▶ _Raw data_

========

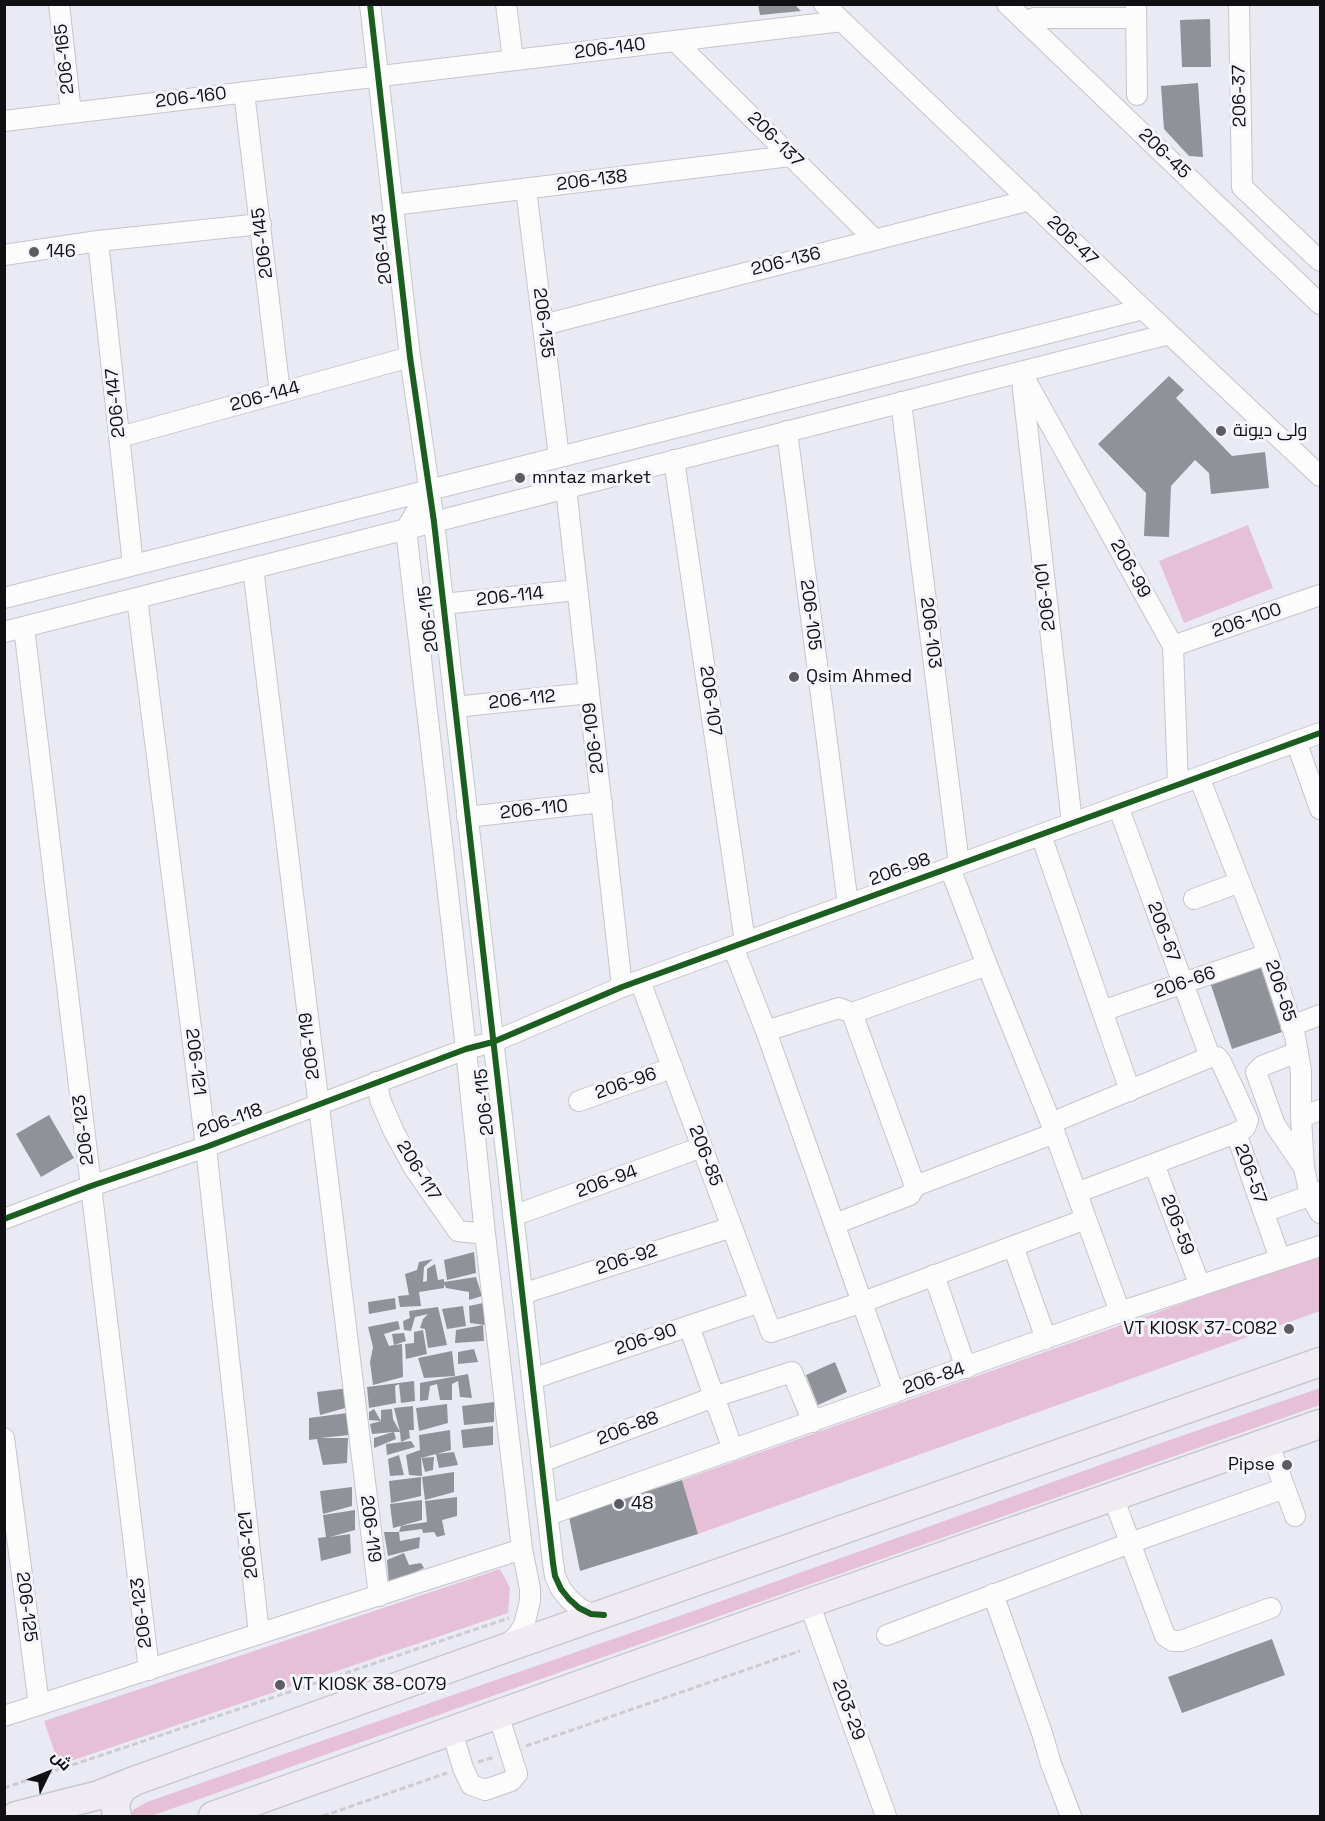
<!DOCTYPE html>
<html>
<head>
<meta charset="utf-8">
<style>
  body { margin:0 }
  #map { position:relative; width:1325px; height:1821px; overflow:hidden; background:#eaeaf4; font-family:"Space Grotesk",Cairo,sans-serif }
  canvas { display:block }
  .frame { position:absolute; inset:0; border:6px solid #0f0f14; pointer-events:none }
  .north { position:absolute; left:18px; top:1743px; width:60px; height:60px; -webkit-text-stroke:4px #f5f5fe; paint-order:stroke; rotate:47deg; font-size:16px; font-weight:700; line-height:24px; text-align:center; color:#0f0f14 }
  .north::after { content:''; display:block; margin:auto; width:21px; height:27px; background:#0f0f14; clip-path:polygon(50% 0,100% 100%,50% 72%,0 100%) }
</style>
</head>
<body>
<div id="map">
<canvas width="1325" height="1821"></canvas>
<div class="frame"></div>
<div class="north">ش</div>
</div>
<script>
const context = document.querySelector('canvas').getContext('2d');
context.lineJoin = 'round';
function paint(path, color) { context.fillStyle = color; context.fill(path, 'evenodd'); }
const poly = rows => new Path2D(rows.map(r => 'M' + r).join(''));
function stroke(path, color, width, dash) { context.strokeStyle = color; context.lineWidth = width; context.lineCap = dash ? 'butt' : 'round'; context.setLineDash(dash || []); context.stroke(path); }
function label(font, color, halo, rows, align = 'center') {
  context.font = font + ' "Space Grotesk",Cairo,sans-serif'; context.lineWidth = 6; context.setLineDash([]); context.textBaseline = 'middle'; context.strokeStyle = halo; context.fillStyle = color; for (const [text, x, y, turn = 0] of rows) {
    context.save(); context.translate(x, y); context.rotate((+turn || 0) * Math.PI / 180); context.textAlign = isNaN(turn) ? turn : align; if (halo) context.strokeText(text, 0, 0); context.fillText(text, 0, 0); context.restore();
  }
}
paint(poly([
  [1248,525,1273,588,1184,623,1159,561],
  [1320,1255,1320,1311,698,1534,682,1480],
  [1320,1388,1320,1405,151,1816,134,1816,132,1814,133,1810,147,1802,699,1609,1164,1442],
  [500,1569,510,1588,508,1613,59,1765,44,1721]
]), '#e6c0d7');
paint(poly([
  [758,4,794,4,801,11,760,15],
  [1210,19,1211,67,1182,67,1180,20],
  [1198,83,1203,157,1189,156,1164,129,1161,86],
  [1169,376,1184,390,1176,398,1232,456,1265,452,1269,488,1211,494,1209,473,1195,460,1171,486,1169,537,1144,536,1146,493,1098,444],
  [1259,962,1282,1032,1232,1049,1209,979],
  [49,1115,74,1158,41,1177,16,1134],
  [474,1252,476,1273,447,1280,444,1260],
  [433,1259,424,1267,423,1282,427,1281,427,1269,435,1264,438,1280,444,1279,444,1282,476,1277,482,1296,469,1300,469,1292,446,1288,444,1284,444,1288,419,1292,421,1306,400,1307,398,1296,409,1295,405,1274,417,1270,419,1262],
  [395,1298,396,1309,369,1314,368,1302],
  [483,1303,485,1325,470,1323,469,1306],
  [463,1306,466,1326,447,1329,442,1309],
  [438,1307,447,1345,428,1348,425,1329,420,1328,423,1319,428,1314,415,1317,411,1331,404,1330,403,1321,410,1318,409,1311],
  [398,1321,400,1329,384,1334,389,1346,394,1345,392,1334,404,1333,406,1341,394,1345,402,1344,403,1377,373,1385,370,1362,373,1347,368,1327],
  [483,1325,484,1341,455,1343,456,1330],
  [423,1330,427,1354,406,1359,405,1344,414,1343,414,1332],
  [474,1349,478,1362,458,1364,458,1352],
  [452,1351,455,1376,424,1378,418,1358],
  [835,1362,847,1392,818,1405,806,1375],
  [468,1374,472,1398,460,1397,458,1381,452,1384,452,1400,440,1400,437,1384,430,1386,428,1400,420,1401,420,1383],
  [414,1381,415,1401,401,1403,399,1384,395,1386,396,1403,369,1408,367,1387],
  [349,1388,349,1407,320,1415,317,1392],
  [494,1402,494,1422,464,1425,462,1406],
  [447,1404,448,1423,419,1431,416,1408],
  [413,1406,414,1430,409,1430,410,1438,401,1442,400,1432,394,1432,396,1439,374,1448,374,1438,393,1432,372,1434,370,1424,381,1421,381,1410,392,1409,393,1419,400,1432,394,1408],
  [374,1409,381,1421,369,1420,369,1412],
  [347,1413,349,1435,320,1438,348,1438,347,1463,323,1465,317,1439,309,1440,309,1418],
  [493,1426,493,1445,463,1448,461,1430],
  [450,1430,451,1450,421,1458,434,1457,433,1470,425,1472,421,1456,422,1476,409,1475,406,1455,420,1450,419,1435],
  [411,1441,415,1447,387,1455,386,1444],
  [454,1452,458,1465,439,1468,436,1454],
  [399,1455,404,1475,390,1476,388,1459],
  [454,1472,454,1492,425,1500,422,1477],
  [421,1477,421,1496,391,1503,389,1481],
  [682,1480,698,1534,580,1571,569,1517],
  [352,1487,352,1506,323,1514,320,1491],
  [457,1497,457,1516,442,1520,445,1535,437,1537,434,1532,423,1533,422,1529,399,1532,401,1526,427,1522,425,1501],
  [422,1500,422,1520,393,1528,390,1504],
  [355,1510,355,1530,330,1537,350,1534,351,1553,321,1561,318,1538,326,1537,323,1515],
  [384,1532,399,1532,400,1541,420,1537,419,1548,388,1556],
  [404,1553,409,1565,421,1563,424,1568,389,1584,387,1560],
  [1272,1639,1285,1675,1182,1713,1168,1677]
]), '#909299');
const minor = poly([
  [59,4,71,113],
  [370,4,410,357,434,522,553,1563,555,1576,561,1589,569,1599,579,1608,591,1614,602,1615],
  [506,4,513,60],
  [824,4,1143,309,1320,476],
  [1007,4,1320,304],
  [1136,4,1137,95],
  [1239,4,1242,187,1320,261],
  [1026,23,1034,18,1136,18],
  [675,41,875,240],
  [244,92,280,393],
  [4,121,842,21],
  [526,189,559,457],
  [393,205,790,156],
  [98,241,133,565],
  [4,255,98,241,261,224],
  [543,325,1030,200],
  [1021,372,1072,823],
  [1025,379,1173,646,1178,784],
  [901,402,959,864],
  [787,431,848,905],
  [120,437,410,357],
  [674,460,745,942],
  [566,488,622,987],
  [429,490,406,529,466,1049,485,1234,522,1549,530,1589,530,1601,524,1625,518,1635,507,1645],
  [253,568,379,1596],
  [4,598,1143,309],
  [137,598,206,1147,259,1634],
  [443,604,577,590],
  [24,627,149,1670],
  [4,632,1169,334],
  [1173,646,1320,595],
  [455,707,589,693],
  [1296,741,1320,809],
  [1199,777,1268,954,1295,1036,1301,1071,1301,1117,1304,1168,1310,1195,1320,1213],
  [1118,806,1210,1057],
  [467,817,602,802],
  [1041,835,1130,1091],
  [950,868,987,965,1051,1123,1120,1312],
  [1194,899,1240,882],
  [733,947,766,1031,894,1393],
  [640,981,771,1332,863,1302,1086,1219],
  [1102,1011,1268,954],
  [852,1013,915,1186],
  [1291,1026,1320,1015],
  [766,1031,839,1008,852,1013,987,965],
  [1298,1052,1262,1066,1256,1072,1275,1125,1303,1166],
  [376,1082,381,1102,394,1132,414,1168,458,1231,485,1234],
  [579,1101,672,1068],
  [1301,1117,1320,1110],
  [1051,1123,1210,1057,1217,1057,1221,1062,1248,1120,1245,1128,1236,1133,1076,1193],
  [1236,1133,1280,1259],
  [1154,1164,1200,1286],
  [1264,1212,1320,1192],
  [513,1216,702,1147],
  [4,1219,91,1186,206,1147,466,1049,493,1042,622,987,1320,733],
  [835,1224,910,1195,915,1186,1055,1133],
  [1013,1246,1046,1339],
  [934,1275,966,1368],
  [522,1294,732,1227],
  [689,1326,733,1450],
  [532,1379,760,1302],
  [4,1438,39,1705],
  [1268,1442,1295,1516],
  [541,1462,714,1397,792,1372,813,1422],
  [1113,1497,1165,1636,1173,1641,1181,1641,1271,1608],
  [548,1515,1120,1312,1320,1246],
  [993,1594,1042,1733,1051,1764,1071,1816],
  [809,1603,886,1816],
  [887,1635,1130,1543,1285,1488],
  [4,1716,522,1549],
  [452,1731,463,1768,471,1785,485,1790,511,1781,517,1774,498,1714]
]);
const highway = poly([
  [16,1816,99,1795,134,1781,503,1649,1320,1362],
  [117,1816,115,1805,118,1795,123,1788,134,1781],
  [213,1816,809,1603,1320,1424]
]);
stroke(minor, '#c5c5cc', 22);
stroke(highway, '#c8c8cc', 31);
stroke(poly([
  [526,1746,800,1651],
  [478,1762,495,1757],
  [4,1788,509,1618],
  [323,1816,447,1773]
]), '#ccccce', 3, [6, 3]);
stroke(minor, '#fcfcfd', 20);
stroke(highway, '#f0eaf3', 28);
stroke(poly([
  [370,4,410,357,434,522,553,1563,555,1576,561,1589,569,1599,579,1608,591,1614,604,1615],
  [4,1219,91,1186,206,1147,466,1049,493,1042,622,987,1320,733]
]), '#1b5e20', 6);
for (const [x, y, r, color] of [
  [34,252,6,"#5c5c62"],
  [1221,431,6,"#5c5c62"],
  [520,478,6,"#5c5c62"],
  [794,677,6,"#5c5c62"],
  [1289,1329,6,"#5c5c62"],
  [1287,1465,6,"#5c5c62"],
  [619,1504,6,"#5c5c62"],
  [280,1685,6,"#5c5c62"]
]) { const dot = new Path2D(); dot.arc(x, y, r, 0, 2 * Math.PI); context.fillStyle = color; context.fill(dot); stroke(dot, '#f5f5fe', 2); }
label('18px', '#0f0f14', '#f5f5fe', [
  ["206-140",610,49,-7],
  ["206-165",65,59,-96],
  ["206-37",1240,96,-91],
  ["206-160",191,98,-7],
  ["206-137",775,140,45],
  ["206-45",1164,154,44],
  ["206-138",592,181,-7],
  ["206-47",1072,241,44],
  ["206-145",263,243,-97],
  ["206-143",383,249,-96],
  ["206-136",786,262,-14],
  ["206-135",543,323,83],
  ["206-144",265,397,-15],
  ["206-147",116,403,-96],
  ["206-99",1130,569,61],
  ["206-114",510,597,-6],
  ["206-101",1046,597,-97],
  ["206-105",810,615,83],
  ["206-115",429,619,-97],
  ["206-100",1247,621,-19],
  ["206-103",930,633,83],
  ["206-112",522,700,-6],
  ["206-107",710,701,82],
  ["206-109",594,738,-97],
  ["206-110",534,810,-6],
  ["206-98",900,870,-20],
  ["206-67",1163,932,70],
  ["206-66",1185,983,-19],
  ["206-65",1280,991,72],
  ["206-119",310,1046,-97],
  ["206-121",195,1062,83],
  ["206-96",626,1084,-19],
  ["206-115",485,1102,-96],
  ["206-118",230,1121,-20],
  ["206-123",84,1130,-97],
  ["206-85",705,1156,69],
  ["206-117",418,1171,58],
  ["206-57",1250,1174,70],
  ["206-94",607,1182,-20],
  ["206-59",1177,1225,69],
  ["206-92",627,1260,-18],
  ["206-90",646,1340,-19],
  ["206-84",934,1379,-19],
  ["206-88",628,1429,-21],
  ["206-119",370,1529,83],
  ["206-121",249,1545,-96],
  ["206-125",26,1607,83],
  ["206-123",142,1613,-97],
  ["203-29",848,1710,70]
]);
label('18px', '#0f0f14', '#f5f5fe', [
  ["146",46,252],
  ["ولی دیونة",1233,431],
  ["mntaz market",532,478],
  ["Qsim Ahmed",806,677],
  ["VT KIOSK 37-C082",1277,1329,"right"],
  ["Pipse",1275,1465,"right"],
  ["48",631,1504],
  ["VT KIOSK 38-C079",292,1685]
], 'left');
</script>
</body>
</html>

========

▶ _Task description_
Check each line of the entries above for the word "rows". List the ones that have it.

▶ _Answer space_
const poly = rows => new Path2D(rows.map(r => 'M' + r).join(''));
function label(font, color, halo, rows, align = 'center') {
  context.font = font + ' "Space Grotesk",Cairo,sans-serif'; context.lineWidth = 6; context.setLineDash([]); context.textBaseline = 'middle'; context.strokeStyle = halo; context.fillStyle = color; for (const [text, x, y, turn = 0] of rows) {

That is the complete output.